Saved data entries
··········

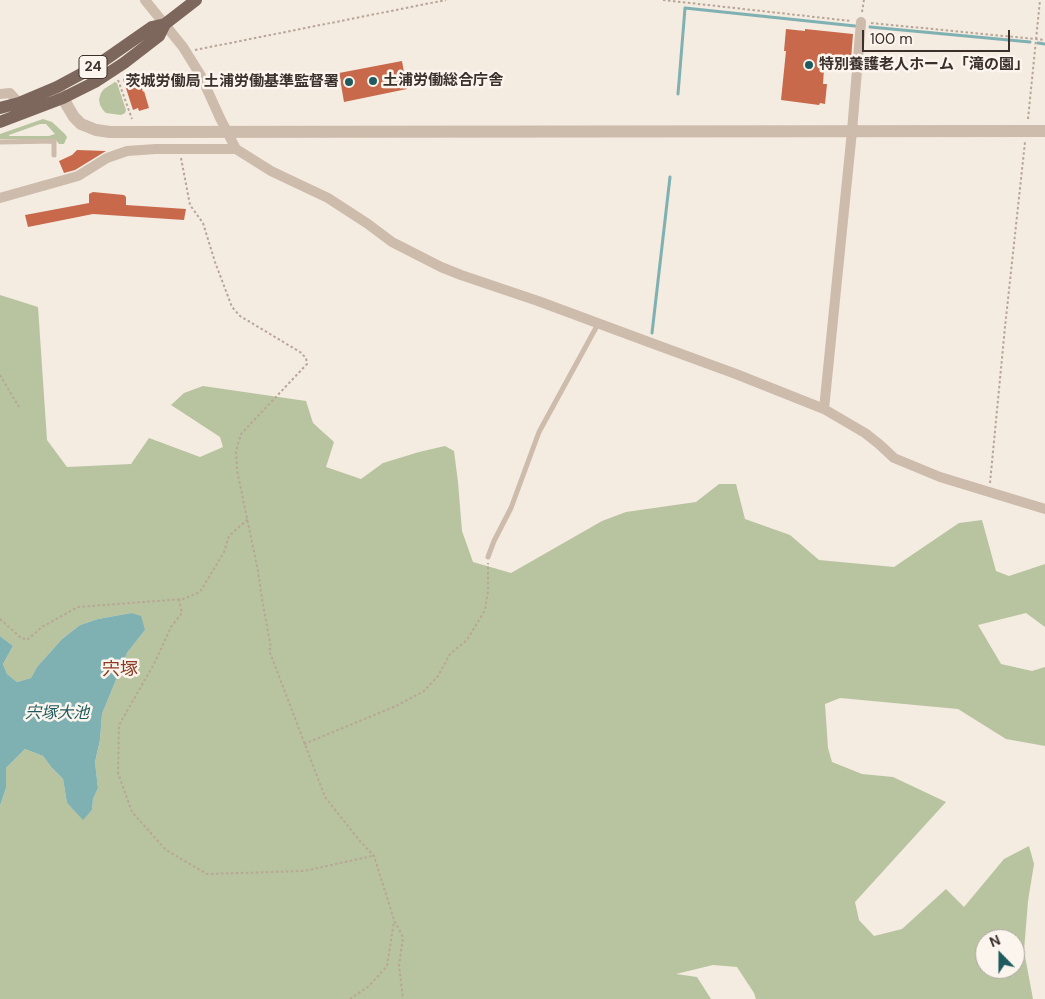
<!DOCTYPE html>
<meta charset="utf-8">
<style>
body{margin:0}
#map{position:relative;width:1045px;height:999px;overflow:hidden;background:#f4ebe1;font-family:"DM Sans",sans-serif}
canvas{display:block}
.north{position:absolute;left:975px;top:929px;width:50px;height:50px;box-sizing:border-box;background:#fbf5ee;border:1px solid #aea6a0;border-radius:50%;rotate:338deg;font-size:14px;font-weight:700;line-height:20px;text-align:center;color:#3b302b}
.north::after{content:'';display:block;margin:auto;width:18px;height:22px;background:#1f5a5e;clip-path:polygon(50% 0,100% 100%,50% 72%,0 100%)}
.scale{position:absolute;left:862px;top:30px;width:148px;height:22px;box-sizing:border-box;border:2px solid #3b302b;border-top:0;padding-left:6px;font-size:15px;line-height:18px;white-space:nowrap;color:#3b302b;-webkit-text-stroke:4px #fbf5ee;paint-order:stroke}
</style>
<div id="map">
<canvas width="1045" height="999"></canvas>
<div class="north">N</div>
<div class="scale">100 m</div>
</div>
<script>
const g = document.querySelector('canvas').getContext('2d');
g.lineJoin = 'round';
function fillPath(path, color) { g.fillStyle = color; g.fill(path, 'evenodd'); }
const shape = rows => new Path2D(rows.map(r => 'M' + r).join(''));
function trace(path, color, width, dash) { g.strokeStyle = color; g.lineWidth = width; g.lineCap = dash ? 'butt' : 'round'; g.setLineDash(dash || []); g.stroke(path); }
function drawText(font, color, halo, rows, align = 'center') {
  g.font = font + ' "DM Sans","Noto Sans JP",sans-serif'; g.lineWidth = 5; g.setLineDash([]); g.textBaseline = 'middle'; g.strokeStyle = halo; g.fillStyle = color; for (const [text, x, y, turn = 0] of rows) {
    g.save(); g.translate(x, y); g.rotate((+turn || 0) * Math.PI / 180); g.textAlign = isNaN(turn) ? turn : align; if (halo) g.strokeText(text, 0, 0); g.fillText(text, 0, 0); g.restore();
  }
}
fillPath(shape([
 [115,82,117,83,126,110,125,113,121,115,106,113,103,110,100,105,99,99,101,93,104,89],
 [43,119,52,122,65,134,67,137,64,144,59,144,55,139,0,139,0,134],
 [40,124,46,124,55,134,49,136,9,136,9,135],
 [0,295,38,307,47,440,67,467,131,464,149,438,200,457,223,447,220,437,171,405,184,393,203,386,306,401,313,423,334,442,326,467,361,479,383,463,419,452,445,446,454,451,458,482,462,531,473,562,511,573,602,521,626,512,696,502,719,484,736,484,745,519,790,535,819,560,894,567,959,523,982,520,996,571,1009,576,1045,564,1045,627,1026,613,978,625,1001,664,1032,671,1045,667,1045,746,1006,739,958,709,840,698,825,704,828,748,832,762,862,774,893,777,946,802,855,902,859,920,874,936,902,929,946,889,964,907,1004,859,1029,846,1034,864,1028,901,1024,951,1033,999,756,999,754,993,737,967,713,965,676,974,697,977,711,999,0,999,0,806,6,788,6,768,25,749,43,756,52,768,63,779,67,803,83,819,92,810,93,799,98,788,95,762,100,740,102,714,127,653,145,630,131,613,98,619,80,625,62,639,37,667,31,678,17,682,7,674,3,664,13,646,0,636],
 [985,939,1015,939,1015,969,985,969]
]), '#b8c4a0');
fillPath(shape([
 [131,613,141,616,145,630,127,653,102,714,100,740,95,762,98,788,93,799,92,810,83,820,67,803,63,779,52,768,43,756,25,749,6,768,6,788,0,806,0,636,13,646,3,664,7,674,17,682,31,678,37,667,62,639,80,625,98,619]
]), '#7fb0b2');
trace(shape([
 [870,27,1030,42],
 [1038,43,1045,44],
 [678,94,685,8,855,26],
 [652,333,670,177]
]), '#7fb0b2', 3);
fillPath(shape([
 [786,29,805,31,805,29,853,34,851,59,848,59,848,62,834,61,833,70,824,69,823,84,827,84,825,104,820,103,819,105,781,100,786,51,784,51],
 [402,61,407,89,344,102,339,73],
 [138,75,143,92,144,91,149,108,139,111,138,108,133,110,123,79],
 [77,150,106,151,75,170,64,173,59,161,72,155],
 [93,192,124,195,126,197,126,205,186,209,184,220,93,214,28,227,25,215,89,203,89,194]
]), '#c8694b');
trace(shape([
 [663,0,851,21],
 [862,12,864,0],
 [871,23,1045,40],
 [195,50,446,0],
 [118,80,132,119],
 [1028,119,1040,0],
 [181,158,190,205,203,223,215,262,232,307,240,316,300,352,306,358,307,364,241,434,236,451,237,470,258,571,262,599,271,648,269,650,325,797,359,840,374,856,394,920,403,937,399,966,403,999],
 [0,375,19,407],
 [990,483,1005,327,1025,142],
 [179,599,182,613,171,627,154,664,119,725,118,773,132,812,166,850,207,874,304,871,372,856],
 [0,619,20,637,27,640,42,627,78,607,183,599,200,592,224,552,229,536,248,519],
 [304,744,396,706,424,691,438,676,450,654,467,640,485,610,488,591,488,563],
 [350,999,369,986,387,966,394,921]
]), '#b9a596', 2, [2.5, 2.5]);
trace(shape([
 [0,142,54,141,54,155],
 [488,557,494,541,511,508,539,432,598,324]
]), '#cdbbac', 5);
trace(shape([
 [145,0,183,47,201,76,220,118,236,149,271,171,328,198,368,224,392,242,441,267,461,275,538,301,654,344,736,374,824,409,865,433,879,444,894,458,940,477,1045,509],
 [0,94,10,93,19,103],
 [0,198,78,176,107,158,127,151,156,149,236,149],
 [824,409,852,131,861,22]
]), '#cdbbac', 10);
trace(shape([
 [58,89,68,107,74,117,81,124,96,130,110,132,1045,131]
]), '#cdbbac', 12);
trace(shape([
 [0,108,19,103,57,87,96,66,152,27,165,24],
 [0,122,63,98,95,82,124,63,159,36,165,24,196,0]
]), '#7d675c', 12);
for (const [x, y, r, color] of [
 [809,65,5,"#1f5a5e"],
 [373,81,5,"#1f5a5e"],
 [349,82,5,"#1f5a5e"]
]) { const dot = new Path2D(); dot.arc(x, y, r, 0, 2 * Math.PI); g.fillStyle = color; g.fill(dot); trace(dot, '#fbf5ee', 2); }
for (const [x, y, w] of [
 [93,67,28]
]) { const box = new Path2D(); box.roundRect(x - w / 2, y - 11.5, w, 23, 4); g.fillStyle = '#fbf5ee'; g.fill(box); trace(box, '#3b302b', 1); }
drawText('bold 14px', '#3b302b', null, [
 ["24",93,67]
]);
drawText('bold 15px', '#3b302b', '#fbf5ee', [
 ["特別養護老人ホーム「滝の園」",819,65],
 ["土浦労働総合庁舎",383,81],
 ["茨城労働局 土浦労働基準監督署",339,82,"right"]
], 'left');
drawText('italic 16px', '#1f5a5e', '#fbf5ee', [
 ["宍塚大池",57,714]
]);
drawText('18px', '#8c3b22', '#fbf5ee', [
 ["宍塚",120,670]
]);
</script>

··········

Report how many lines above hold the string "sizing", giving nothing but the number.

# [Result]
2